* Work order:
Collect every line of the records below that contains the word "this".
======== Data for processing
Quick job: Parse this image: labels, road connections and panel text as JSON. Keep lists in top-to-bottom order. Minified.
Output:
================
======== Data for processing
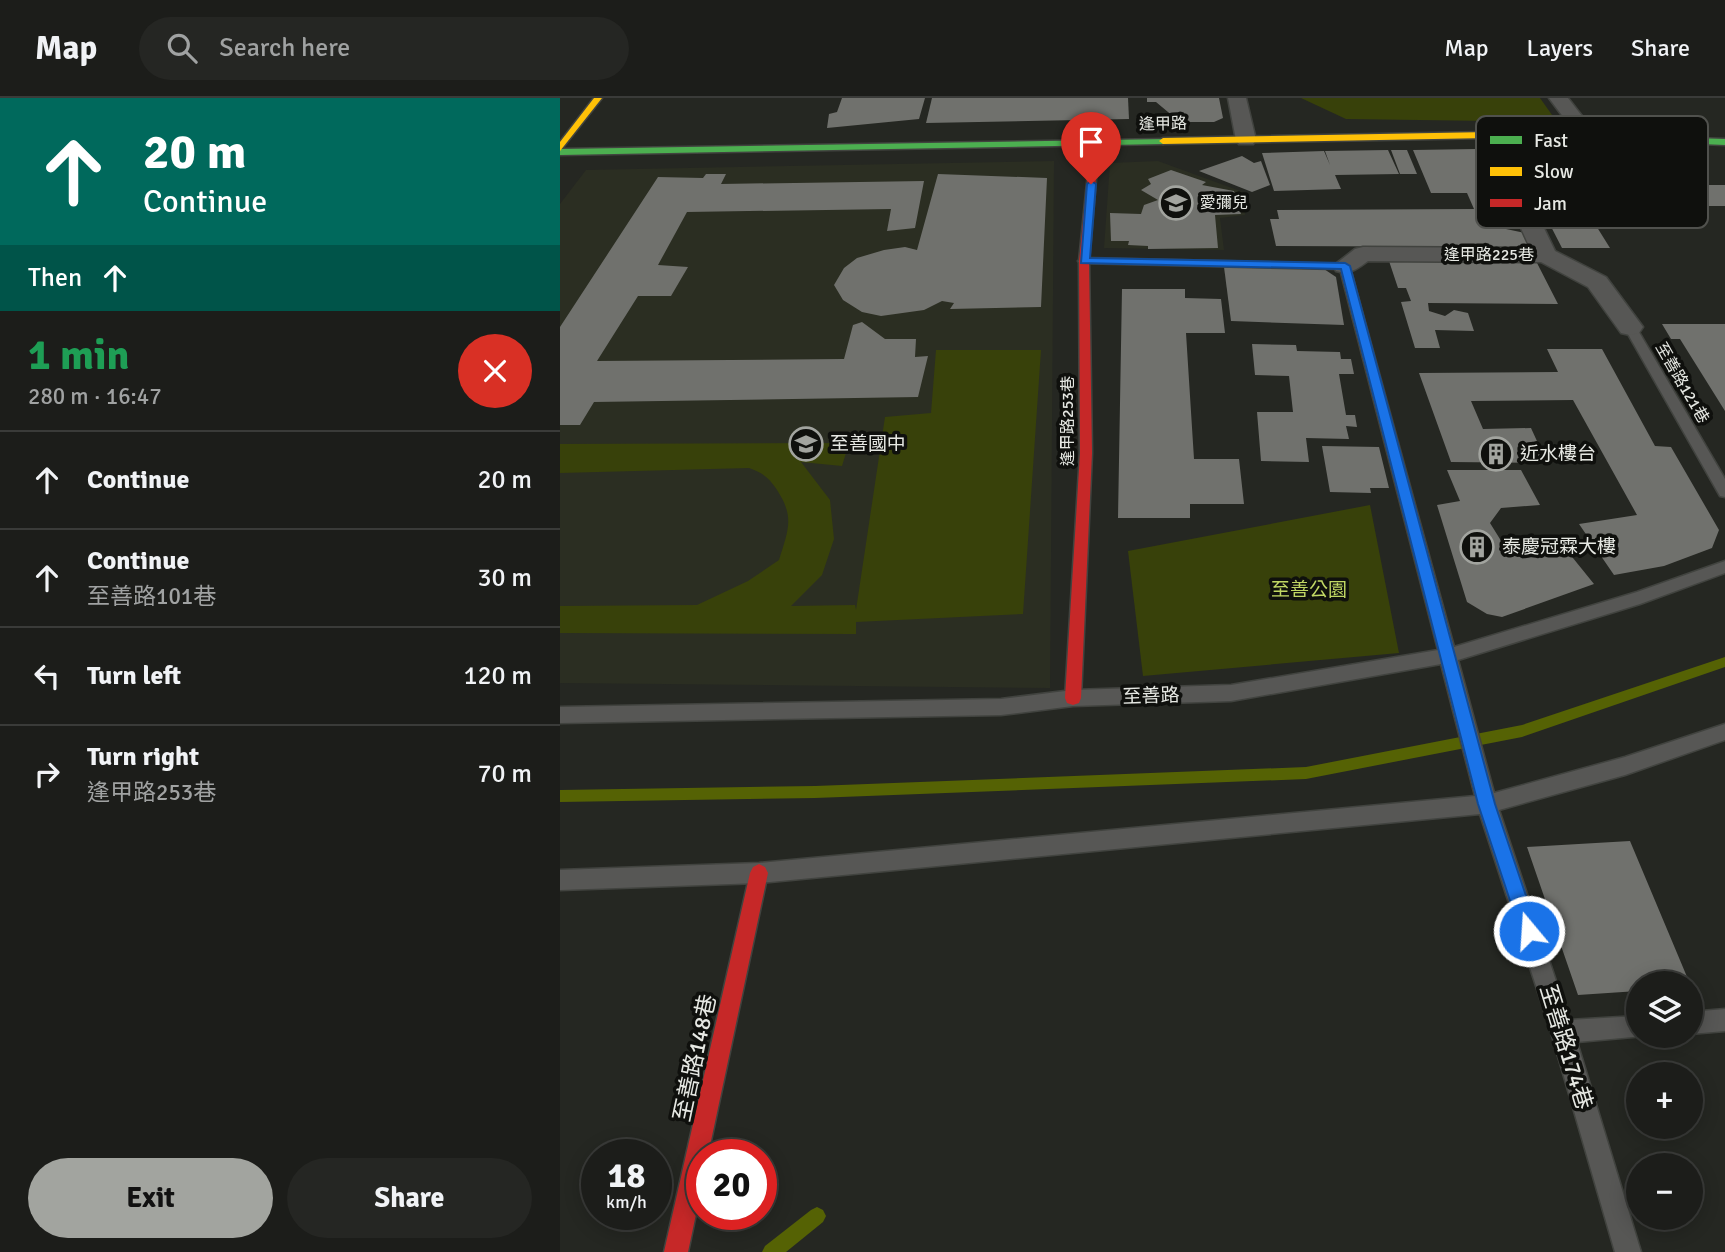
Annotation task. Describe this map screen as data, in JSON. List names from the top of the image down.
================
* Your solution:
Quick job: Parse this image: labels, road connections and panel text as JSON. Keep lists in top-to-bottom order. Minified.
Annotation task. Describe this map screen as data, in JSON. List names from the top of the image down.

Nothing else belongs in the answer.